• [Requirement] Report back every line in the data that includes the string "from".

• [Dataset records]
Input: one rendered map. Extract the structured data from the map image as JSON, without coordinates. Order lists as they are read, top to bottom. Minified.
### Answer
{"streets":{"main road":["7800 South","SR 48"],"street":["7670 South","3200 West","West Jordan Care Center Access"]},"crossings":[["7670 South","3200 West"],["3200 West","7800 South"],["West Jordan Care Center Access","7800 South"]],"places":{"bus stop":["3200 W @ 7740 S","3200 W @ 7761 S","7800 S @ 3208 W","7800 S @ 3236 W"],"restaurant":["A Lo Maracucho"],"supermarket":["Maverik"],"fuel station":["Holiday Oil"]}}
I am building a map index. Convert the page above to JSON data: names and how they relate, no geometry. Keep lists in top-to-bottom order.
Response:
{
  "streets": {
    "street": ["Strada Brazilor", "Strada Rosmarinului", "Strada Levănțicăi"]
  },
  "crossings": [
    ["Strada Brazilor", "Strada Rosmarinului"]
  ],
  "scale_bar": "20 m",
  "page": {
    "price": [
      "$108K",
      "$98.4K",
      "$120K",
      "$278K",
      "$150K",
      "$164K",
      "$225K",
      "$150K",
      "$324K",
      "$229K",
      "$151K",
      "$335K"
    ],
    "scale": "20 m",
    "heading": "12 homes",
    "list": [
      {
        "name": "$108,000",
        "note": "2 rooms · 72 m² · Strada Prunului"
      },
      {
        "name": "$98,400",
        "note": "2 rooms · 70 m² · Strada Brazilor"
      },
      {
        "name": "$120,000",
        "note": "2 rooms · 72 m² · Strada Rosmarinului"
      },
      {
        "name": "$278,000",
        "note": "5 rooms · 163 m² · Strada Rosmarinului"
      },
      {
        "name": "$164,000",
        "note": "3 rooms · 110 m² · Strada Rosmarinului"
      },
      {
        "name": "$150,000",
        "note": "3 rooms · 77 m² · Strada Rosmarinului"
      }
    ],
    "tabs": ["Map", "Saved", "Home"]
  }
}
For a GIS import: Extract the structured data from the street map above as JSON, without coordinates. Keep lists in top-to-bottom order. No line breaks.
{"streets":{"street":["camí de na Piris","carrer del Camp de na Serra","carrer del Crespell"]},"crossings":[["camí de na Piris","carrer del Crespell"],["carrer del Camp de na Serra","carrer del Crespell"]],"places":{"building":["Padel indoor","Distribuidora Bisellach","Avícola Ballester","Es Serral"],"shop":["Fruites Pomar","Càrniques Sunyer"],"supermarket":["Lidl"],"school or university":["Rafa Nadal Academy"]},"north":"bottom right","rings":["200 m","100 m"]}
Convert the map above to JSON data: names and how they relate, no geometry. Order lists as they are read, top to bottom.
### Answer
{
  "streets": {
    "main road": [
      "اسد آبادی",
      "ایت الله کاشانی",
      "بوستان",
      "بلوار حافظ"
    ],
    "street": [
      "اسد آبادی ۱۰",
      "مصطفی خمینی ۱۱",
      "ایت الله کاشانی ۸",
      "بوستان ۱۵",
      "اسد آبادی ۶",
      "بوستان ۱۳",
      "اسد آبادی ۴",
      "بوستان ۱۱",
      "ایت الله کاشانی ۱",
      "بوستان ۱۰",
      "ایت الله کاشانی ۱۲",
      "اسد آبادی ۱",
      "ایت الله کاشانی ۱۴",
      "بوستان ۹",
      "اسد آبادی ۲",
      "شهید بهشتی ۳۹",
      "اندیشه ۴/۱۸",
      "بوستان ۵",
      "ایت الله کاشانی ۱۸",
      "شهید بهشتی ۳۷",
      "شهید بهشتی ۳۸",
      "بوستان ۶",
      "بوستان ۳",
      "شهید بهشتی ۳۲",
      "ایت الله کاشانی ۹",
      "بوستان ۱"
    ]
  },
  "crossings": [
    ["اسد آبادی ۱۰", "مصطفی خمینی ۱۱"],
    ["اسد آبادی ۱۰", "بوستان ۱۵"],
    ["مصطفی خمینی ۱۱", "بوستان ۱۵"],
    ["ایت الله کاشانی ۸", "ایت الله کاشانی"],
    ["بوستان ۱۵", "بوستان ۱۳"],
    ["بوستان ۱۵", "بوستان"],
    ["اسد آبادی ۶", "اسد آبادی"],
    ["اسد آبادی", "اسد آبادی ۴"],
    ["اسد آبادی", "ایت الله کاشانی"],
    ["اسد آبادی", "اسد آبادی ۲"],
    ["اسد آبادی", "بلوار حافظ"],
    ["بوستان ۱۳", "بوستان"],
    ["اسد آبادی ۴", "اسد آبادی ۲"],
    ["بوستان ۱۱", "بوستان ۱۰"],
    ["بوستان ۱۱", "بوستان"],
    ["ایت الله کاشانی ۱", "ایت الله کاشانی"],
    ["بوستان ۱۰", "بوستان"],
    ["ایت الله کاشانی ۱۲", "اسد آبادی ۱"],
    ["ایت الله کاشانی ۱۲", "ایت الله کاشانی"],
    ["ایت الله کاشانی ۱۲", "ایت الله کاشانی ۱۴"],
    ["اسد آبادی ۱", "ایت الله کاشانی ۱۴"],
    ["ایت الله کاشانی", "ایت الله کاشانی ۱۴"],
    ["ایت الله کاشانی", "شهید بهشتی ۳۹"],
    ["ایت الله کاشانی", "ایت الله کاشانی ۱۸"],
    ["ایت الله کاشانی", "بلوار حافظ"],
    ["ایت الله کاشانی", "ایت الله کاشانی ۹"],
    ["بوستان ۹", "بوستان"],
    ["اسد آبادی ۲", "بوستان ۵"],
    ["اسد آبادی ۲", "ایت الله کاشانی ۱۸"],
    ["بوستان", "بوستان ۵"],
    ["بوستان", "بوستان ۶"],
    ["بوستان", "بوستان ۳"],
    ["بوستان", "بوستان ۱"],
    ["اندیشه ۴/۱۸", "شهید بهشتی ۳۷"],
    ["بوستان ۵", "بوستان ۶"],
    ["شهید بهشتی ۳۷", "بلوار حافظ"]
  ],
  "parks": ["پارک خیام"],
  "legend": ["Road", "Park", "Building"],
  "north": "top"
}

• [Written response]
Input: one rendered map. Extract the structured data from the map image as JSON, without coordinates. Order lists as they are read, top to bottom. Minified.
For a GIS import: Extract the structured data from the street map above as JSON, without coordinates. Keep lists in top-to-bottom order. No line breaks.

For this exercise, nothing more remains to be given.